▶ **Exercise brief**: Below are records; report how many of their lines contain the word "grid", giving only the number.

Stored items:

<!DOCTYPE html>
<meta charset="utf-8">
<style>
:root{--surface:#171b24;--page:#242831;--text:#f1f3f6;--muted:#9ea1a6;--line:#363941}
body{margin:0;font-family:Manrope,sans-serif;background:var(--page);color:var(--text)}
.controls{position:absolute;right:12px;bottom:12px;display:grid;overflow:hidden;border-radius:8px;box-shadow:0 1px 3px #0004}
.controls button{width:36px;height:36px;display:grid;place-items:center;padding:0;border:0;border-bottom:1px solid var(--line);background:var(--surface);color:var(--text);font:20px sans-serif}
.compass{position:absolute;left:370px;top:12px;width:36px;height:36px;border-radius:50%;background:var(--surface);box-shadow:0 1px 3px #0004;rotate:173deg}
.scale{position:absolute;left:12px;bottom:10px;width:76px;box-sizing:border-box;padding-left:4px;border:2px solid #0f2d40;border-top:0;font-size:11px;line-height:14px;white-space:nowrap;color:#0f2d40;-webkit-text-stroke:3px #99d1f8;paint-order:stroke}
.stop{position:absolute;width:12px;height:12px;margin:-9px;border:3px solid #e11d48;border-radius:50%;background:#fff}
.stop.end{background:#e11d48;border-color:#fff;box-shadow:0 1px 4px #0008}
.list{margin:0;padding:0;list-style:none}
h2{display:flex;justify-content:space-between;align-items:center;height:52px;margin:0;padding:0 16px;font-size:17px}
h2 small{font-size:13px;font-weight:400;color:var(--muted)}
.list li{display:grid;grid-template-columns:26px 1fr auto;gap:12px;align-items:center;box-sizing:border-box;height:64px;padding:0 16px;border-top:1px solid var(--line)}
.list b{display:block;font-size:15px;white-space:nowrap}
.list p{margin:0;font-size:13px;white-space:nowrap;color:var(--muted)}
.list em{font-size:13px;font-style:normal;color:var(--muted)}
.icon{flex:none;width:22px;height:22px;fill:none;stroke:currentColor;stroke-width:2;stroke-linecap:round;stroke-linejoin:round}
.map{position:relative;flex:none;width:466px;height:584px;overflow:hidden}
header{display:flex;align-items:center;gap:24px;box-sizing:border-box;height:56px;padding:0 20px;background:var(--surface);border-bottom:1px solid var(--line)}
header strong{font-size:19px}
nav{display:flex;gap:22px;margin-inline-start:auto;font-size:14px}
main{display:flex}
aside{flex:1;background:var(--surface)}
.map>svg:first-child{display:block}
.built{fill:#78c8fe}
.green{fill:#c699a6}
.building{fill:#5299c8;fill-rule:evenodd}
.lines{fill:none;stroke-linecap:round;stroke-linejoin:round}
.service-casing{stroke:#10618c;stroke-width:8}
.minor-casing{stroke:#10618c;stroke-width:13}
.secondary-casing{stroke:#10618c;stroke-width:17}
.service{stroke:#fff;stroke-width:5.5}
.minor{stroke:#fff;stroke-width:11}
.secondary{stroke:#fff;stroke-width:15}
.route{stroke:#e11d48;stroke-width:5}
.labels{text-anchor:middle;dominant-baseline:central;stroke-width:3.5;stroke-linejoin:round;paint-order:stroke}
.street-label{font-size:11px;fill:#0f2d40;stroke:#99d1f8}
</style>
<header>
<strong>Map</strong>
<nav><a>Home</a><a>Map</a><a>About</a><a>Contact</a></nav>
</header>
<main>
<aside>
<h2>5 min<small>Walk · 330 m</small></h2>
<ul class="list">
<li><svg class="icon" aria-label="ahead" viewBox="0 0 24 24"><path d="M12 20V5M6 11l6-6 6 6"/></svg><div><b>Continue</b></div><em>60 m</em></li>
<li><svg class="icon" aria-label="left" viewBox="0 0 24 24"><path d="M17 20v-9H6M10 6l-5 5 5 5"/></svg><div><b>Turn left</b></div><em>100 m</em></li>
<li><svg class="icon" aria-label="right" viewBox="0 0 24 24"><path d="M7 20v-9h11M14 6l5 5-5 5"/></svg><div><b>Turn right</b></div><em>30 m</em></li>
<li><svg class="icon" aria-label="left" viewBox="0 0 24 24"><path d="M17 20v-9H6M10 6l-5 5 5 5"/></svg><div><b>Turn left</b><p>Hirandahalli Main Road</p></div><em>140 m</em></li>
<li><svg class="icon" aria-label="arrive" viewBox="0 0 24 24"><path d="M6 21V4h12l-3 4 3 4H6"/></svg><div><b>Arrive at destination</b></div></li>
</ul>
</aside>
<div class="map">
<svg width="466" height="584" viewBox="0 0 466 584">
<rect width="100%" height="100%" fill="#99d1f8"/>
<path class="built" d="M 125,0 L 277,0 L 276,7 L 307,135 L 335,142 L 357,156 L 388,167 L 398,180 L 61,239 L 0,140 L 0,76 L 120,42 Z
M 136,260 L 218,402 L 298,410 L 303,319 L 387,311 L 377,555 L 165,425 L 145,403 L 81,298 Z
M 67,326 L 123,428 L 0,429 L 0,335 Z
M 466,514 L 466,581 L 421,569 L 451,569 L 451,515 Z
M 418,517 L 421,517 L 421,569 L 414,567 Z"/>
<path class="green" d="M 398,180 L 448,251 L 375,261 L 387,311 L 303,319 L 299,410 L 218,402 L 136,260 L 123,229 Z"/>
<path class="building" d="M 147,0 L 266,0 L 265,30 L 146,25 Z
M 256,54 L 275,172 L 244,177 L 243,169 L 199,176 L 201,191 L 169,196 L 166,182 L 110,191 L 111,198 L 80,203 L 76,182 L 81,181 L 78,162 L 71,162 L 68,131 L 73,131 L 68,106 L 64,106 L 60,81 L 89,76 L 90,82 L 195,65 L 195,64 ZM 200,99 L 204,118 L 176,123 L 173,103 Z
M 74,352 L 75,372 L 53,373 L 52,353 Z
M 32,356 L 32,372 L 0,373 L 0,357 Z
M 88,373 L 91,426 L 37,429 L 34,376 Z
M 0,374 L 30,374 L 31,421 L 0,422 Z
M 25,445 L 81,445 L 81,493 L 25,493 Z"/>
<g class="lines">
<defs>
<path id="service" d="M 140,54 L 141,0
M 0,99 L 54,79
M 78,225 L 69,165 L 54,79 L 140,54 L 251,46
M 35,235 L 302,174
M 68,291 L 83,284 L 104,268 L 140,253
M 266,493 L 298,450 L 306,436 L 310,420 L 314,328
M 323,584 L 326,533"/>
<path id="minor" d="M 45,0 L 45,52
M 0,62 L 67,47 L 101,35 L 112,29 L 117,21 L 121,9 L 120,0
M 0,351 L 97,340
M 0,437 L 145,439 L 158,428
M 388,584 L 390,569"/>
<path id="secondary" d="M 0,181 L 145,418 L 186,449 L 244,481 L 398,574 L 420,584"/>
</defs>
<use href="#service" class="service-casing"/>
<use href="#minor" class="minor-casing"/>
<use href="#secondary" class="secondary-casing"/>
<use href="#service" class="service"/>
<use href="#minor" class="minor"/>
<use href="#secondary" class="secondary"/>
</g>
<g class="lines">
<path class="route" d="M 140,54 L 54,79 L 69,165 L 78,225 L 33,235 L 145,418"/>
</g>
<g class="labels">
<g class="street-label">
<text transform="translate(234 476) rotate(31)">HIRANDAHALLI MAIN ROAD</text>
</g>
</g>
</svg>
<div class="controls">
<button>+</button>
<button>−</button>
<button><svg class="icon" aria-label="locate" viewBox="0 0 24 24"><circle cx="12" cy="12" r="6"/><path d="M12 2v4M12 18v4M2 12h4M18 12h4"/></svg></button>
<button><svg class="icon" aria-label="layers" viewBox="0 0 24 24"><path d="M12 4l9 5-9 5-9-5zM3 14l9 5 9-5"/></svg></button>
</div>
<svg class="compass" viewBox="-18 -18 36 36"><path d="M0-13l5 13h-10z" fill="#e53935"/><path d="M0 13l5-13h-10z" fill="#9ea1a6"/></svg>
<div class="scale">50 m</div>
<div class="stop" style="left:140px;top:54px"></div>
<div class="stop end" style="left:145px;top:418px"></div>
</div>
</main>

▶ **Output of the exercise**: 3